Ściganie za udostępnienie w internecie plików muzycznych, filmowych czy nawet książek to w Polsce nic nowego. Od lat próbują z tym walczyć wydawcy, producenci, mniejsze i większe kancelarie. Do tej pory były to działania albo prowadzone na małą skalę, albo nieudolne. Dopóki nie zabrali się do tego profesjonaliści z Niemiec.

Reklama

Najpierw wezwania na policję, by złożyć zeznania jako świadek, a potem zapewne też pisma z propozycją ugody i zapłacenia za nią 550 złotych w najbliższym czasie mogą trafić do rekordowej liczby internautów – zagrożonych tym jest co najmniej 100 tysięcy osób.

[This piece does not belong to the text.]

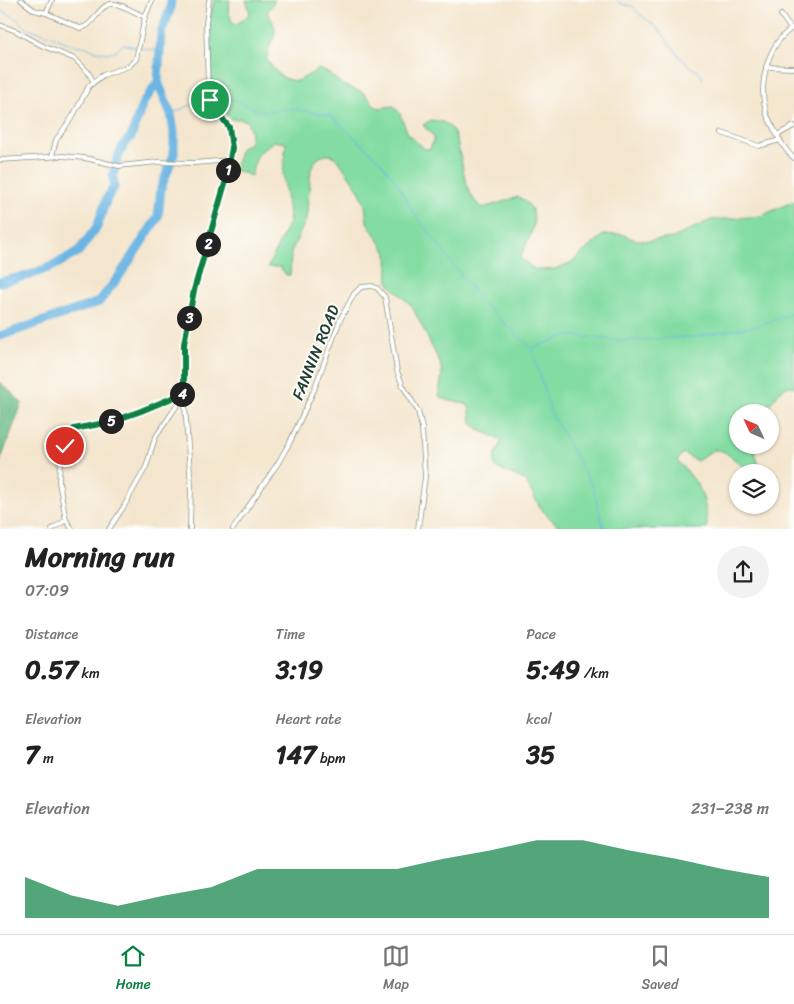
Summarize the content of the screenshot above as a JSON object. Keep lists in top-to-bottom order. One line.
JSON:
{"streets":{"street":["FANNIN ROAD"]},"north":"top left","page":{"pins":["1","2","3","4","5"],"heading":["Morning run","07:09"],"stats":[["Distance","0.57 km"],["Time","3:19"],["Pace","5:49 /km"],["Elevation","7 m"],["Heart rate","147 bpm"],["kcal","35"]],"chart":["Elevation","231–238 m"],"tabs":["Home","Map","Saved"]}}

Nie ma co się oszukiwać - przynajmniej część z nich - nie jest do końca niewinna. Filmy, o które trwa batalia, ściągnęli i/lub udostępnili, czytaj: są piratami. Oczywiście samo ściągniecie filmu, pliku muzycznego, książki nie jest karalne. Ale przy korzystaniu z BitTorrentów na samym ściąganiu się nie kończy. System ten działa tak, że kopiowanie jednego pliku przez wielu użytkowników jest możliwe dzięki temu, że serwer wskazuje komputery innych użytkowników, którzy dany plik pobrali wcześniej lub są w trakcie jego pobierania.

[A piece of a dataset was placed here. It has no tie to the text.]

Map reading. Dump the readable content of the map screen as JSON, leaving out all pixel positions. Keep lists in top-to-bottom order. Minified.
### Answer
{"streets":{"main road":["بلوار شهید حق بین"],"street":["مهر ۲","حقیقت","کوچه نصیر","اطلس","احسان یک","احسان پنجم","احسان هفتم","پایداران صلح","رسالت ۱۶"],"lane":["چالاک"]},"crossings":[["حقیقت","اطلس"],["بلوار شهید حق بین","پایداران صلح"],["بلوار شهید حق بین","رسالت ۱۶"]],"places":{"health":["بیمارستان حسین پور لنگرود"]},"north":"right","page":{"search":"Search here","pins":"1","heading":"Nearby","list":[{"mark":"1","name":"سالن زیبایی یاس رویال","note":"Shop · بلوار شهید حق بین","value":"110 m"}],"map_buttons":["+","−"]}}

Dzięki temu kopiowanie przebiega głównie pomiędzy komputerami użytkowników, tworzącymi wtedy sieć P2P. Czyli ściągając, równocześnie udostępnia się pliki, które już są zapisane na komputerze. A to jeżeli nie ma się do nich uprawnień, jest już nielegalne i to zagrożone poważnymi karami: grzywną lub nawet dwoma latami pozbawienia wolności.

Jeszcze do niedawna skuteczność ścigania za takie działania wydawała się nikła. Kilka lat temu opisywaliśmy, jak dosyć szemrana firma Hapro Media zasypała wezwaniami do zapłaty użytkowników portalu Chomikuj.pl i jak białostocka firma Pro Bono w imieniu m.in. wydawców disco polo rozesłała kilkanaście tysięcy listów i e-maili z wezwaniami do zapłaty od 700 zł do 2 tys. zł. Kiedy sprawy ujawniono, właściciele praw autorskich szybko się z nich wycofali. Tym razem jednak producenci zaczęli łączyć siły z prawnikami i najprawdopodobniej też ekspertami od zabezpieczeń internetowych na tyle poważnie, że wezwania sypią się naprawdę masowo.

A więc co zrobić w takiej sytuacji?

1. Nie panikować. Z zasady wezwania na policję dotyczą przynajmniej na początku tylko składania zeznań w charakterze świadka. A więc lepiej iść i złożyć zeznania. Jeżeli naprawdę nie wiedziało się, że łamało się prawo, to wyraźnie to w zeznaniu zaznaczyć.

Reklama

2. Dokładnie sprawdzić, czy i jakie pliki mamy ściągnięte. Choćby na przyszłość warto te, do których nie mamy uprawnień, wyczyścić.

3. Sprawdzić w miarę możliwości, czy ktoś w ogóle mógł od Ciebie wskazany plik pobrać. Być może łącze jest tak niesymetryczne albo tak został ustawiony klient torrent, że w czasie pobierania filmu udostępniłeś ledwie promil ściągniętego pliku.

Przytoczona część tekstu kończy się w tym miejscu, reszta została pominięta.